1) An object at rest stays at rest unless something pushes it, and a moving object continues moving along its course at the same speed unless something pushes it. (The Law of Inertia)

2) If an object gets pushed on, it speeds up in the direction of the push. It accelerates faster for harder pushes.

3) If object A pushes object B, then B pushes back equally hard on A. This is why you feel pressure on your hand if you press a wall; your hand and the wall are pushing on each other equally hard.

These descriptions aren’t obviously true. Aristotle, for example, rejected the Law of Inertia; he thought that the “default behavior” of matter on earth was to come to a stop and rest on the ground. But these statements at least paint a plausible picture of how the world might be, and Newton’s Laws are just codifying these English descriptions into more precise mathematical ones.

But quantum mechanics isn't like this at all; like Newtonian mechanics it can be described in either math or English, but unlike them it doesn't describe any picture of physical reality that you can wrap your head around.
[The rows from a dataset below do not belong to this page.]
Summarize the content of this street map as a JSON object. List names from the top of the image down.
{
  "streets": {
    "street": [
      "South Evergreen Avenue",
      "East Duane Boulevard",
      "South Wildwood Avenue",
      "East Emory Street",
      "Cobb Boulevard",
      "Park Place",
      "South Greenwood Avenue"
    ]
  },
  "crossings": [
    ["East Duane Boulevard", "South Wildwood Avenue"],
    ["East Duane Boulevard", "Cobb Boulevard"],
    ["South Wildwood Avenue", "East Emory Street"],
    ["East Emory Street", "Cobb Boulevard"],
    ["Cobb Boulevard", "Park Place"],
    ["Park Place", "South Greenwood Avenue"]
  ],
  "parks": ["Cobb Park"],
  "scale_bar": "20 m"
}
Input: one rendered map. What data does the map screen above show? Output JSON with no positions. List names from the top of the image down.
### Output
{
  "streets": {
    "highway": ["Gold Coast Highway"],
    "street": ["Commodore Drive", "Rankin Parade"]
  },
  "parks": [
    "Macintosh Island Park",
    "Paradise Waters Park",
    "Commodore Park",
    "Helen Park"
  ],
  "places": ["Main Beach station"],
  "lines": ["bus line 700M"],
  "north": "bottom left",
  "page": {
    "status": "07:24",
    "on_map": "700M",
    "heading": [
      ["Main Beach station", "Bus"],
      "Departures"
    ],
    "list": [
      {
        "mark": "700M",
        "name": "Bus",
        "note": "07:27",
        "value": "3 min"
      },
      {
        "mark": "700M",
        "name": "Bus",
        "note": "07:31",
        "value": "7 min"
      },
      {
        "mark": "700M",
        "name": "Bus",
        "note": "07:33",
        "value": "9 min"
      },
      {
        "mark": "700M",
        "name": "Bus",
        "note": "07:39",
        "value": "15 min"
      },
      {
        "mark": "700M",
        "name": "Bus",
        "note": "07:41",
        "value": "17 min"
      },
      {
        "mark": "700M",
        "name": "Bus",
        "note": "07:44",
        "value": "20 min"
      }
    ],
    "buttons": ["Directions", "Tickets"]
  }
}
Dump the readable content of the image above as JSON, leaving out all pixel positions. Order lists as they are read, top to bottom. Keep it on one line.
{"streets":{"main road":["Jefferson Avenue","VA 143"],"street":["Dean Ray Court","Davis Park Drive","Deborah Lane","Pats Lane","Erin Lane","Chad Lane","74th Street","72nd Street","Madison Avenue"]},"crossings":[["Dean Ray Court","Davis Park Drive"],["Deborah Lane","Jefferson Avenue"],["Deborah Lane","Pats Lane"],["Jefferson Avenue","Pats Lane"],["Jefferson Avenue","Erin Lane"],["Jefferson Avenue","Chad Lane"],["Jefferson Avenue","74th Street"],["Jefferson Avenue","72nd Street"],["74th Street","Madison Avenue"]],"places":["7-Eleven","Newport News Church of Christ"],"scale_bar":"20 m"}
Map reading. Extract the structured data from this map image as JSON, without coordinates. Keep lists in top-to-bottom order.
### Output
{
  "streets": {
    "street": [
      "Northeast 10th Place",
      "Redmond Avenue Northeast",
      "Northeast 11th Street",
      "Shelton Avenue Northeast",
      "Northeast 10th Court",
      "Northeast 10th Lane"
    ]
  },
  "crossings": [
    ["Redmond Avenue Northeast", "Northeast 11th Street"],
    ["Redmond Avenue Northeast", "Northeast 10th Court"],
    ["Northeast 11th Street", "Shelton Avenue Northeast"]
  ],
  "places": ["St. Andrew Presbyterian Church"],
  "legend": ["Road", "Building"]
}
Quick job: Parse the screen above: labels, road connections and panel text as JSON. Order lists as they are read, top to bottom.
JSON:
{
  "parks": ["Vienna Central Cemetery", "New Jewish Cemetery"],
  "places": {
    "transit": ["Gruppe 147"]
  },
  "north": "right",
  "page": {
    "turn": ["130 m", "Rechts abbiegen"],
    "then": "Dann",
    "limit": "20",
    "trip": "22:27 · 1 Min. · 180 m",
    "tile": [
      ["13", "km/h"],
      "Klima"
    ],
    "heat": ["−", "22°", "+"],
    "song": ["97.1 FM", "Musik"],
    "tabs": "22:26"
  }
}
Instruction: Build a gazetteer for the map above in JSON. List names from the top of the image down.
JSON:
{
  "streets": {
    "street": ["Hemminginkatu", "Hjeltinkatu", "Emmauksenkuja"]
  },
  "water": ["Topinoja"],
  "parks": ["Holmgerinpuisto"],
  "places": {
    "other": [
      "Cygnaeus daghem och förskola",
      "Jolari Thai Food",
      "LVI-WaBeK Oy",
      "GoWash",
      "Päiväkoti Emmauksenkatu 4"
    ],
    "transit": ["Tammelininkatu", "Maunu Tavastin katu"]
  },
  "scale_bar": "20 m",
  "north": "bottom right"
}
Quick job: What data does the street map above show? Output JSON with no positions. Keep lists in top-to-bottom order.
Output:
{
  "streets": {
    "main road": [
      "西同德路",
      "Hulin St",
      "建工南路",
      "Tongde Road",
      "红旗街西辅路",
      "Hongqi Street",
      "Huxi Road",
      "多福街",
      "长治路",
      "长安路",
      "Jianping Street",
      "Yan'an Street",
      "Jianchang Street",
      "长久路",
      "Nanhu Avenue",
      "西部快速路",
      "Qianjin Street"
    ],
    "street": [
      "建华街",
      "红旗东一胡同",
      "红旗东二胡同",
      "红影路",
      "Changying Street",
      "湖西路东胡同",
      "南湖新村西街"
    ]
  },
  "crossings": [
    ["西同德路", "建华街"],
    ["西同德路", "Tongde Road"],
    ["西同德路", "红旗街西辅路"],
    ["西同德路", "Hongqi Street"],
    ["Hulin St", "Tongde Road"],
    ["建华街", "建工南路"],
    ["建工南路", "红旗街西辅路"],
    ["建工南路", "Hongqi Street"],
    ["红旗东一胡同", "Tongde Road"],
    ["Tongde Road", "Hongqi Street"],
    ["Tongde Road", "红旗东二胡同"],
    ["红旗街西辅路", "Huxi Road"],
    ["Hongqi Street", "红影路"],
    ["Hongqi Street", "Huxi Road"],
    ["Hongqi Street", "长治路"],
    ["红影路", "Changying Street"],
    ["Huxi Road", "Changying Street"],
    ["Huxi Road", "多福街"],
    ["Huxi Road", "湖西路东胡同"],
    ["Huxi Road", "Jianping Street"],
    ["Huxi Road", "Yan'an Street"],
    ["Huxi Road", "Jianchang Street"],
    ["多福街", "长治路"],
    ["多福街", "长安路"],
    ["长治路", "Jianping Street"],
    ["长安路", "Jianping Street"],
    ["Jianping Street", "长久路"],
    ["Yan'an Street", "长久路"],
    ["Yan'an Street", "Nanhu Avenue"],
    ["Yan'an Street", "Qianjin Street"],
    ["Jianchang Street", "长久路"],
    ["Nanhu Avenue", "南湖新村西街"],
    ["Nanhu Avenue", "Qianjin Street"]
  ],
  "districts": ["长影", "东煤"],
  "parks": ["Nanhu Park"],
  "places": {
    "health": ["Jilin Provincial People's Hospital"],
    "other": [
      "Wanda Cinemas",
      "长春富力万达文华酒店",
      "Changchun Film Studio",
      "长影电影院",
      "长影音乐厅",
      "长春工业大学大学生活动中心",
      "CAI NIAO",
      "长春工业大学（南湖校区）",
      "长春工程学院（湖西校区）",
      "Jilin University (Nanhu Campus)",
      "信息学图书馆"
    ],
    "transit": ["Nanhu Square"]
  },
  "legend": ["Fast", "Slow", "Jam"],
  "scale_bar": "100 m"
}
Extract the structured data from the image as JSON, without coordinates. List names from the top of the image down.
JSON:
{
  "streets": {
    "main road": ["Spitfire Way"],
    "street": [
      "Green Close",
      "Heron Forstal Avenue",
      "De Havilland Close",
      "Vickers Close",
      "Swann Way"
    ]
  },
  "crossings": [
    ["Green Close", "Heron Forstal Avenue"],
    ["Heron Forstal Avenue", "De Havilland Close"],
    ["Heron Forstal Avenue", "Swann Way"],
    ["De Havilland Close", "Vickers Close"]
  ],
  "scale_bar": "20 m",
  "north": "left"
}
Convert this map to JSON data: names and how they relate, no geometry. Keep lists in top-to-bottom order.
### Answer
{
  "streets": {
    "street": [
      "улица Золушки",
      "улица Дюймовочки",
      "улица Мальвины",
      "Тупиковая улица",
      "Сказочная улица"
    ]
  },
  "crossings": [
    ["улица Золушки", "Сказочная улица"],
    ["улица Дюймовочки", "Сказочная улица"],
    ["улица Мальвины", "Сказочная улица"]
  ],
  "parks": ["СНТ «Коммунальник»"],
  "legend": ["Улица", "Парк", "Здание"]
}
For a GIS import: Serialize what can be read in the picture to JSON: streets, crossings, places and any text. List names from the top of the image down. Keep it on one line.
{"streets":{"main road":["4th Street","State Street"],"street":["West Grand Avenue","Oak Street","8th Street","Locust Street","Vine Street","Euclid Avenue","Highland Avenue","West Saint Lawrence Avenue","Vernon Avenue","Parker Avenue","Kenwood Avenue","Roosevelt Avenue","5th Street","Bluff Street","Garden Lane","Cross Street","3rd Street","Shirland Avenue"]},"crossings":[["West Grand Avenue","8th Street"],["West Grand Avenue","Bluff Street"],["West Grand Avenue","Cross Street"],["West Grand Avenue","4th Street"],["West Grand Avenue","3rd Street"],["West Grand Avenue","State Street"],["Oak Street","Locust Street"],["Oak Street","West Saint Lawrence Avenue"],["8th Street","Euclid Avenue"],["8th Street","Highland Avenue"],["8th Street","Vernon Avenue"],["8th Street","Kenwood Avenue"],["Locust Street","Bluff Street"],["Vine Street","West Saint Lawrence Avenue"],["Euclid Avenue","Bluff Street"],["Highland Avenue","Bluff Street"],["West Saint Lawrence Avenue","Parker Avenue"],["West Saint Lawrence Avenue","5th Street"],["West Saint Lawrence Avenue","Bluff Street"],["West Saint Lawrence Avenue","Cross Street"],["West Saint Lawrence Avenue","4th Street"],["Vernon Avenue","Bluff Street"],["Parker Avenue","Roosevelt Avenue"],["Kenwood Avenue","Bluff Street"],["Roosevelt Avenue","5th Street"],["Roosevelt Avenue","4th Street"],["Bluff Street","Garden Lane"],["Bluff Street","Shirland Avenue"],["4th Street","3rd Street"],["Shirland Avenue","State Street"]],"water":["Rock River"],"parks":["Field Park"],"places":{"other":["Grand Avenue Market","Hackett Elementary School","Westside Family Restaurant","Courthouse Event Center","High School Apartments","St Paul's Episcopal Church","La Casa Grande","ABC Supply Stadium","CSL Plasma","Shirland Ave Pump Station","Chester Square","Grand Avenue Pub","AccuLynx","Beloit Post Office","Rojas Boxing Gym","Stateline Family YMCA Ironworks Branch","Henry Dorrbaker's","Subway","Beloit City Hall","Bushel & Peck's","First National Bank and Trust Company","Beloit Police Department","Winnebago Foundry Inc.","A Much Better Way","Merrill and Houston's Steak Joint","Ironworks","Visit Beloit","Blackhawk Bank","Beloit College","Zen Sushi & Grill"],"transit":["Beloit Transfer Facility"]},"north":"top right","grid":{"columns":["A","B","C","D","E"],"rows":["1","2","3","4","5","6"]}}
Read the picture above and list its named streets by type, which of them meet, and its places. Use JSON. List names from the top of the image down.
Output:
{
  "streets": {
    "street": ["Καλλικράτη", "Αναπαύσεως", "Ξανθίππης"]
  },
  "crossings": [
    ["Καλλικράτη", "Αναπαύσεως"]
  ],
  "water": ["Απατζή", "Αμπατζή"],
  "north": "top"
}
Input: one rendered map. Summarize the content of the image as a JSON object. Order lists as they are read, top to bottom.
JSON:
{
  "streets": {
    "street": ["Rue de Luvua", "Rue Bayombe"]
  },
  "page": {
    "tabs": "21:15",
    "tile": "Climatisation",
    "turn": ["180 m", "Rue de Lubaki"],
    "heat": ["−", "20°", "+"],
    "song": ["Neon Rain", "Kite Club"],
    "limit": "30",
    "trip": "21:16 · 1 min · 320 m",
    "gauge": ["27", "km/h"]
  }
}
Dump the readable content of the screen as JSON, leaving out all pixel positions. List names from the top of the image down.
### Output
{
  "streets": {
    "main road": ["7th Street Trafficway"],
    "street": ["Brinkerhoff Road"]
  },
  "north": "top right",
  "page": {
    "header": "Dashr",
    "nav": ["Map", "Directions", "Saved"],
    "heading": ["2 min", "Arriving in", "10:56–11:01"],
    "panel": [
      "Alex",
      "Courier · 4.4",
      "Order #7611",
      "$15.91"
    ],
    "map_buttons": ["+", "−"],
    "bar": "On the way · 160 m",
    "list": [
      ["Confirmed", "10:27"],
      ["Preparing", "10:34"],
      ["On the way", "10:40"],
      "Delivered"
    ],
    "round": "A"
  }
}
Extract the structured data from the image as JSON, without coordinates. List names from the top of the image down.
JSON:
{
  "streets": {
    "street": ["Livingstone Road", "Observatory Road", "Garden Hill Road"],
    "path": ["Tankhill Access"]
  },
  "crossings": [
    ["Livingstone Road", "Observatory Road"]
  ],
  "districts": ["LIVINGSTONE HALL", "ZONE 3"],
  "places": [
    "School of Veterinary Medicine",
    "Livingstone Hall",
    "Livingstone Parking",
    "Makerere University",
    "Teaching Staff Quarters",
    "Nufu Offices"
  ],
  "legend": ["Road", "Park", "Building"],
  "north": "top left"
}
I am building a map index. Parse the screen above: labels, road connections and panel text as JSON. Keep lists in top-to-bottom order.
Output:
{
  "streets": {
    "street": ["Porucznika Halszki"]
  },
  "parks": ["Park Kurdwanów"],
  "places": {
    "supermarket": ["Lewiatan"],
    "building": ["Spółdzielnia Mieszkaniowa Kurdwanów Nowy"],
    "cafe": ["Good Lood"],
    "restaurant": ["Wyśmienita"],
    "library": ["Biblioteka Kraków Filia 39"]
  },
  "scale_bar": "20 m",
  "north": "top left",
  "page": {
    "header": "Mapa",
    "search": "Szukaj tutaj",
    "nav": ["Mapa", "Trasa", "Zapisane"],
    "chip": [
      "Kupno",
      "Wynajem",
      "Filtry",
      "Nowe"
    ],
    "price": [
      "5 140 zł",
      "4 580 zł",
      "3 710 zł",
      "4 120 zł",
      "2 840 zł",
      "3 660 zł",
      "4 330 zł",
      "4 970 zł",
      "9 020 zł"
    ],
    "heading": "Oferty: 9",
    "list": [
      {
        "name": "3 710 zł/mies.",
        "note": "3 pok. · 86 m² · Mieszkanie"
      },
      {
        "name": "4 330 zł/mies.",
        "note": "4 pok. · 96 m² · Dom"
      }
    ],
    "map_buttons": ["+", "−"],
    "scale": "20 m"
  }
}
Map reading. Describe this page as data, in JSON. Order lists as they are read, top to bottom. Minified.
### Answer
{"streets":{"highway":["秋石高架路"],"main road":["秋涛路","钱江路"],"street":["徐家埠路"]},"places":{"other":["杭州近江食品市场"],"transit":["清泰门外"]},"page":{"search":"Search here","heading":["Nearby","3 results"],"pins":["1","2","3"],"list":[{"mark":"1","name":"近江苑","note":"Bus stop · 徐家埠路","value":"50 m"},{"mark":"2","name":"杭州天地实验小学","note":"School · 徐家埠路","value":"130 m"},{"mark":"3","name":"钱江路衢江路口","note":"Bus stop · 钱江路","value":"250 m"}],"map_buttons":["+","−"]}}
Taken at face value scientists would laugh quantum out of the room; they only grudgingly accept it because it is more accurate than anything else we have. The equations have to be treated as purely mathematical objects, without any physical picture underlying them (although if you're willing to make this leap, you're rewarded by the fact that as mathematical objects go they're fairly straightforward). Some of the greatest minds of the 20th century have labored in vain to paint an intuitive picture of quantum mechanics, and it has come to nothing. What does this mean? It could be that there’s a more reasonable theory underlying quantum mechanics, and we just haven’t found it yet (though there are reasons to believe that no “reasonable” theory could give rise to something like quantum). It could also mean that the fundamental principles of the universe simply aren’t conceivable to the human brain - when you think about it, even getting as far as we have (subatomic particles, the age of the universe, etc.) is pretty impressive for a bunch of bipedal apes.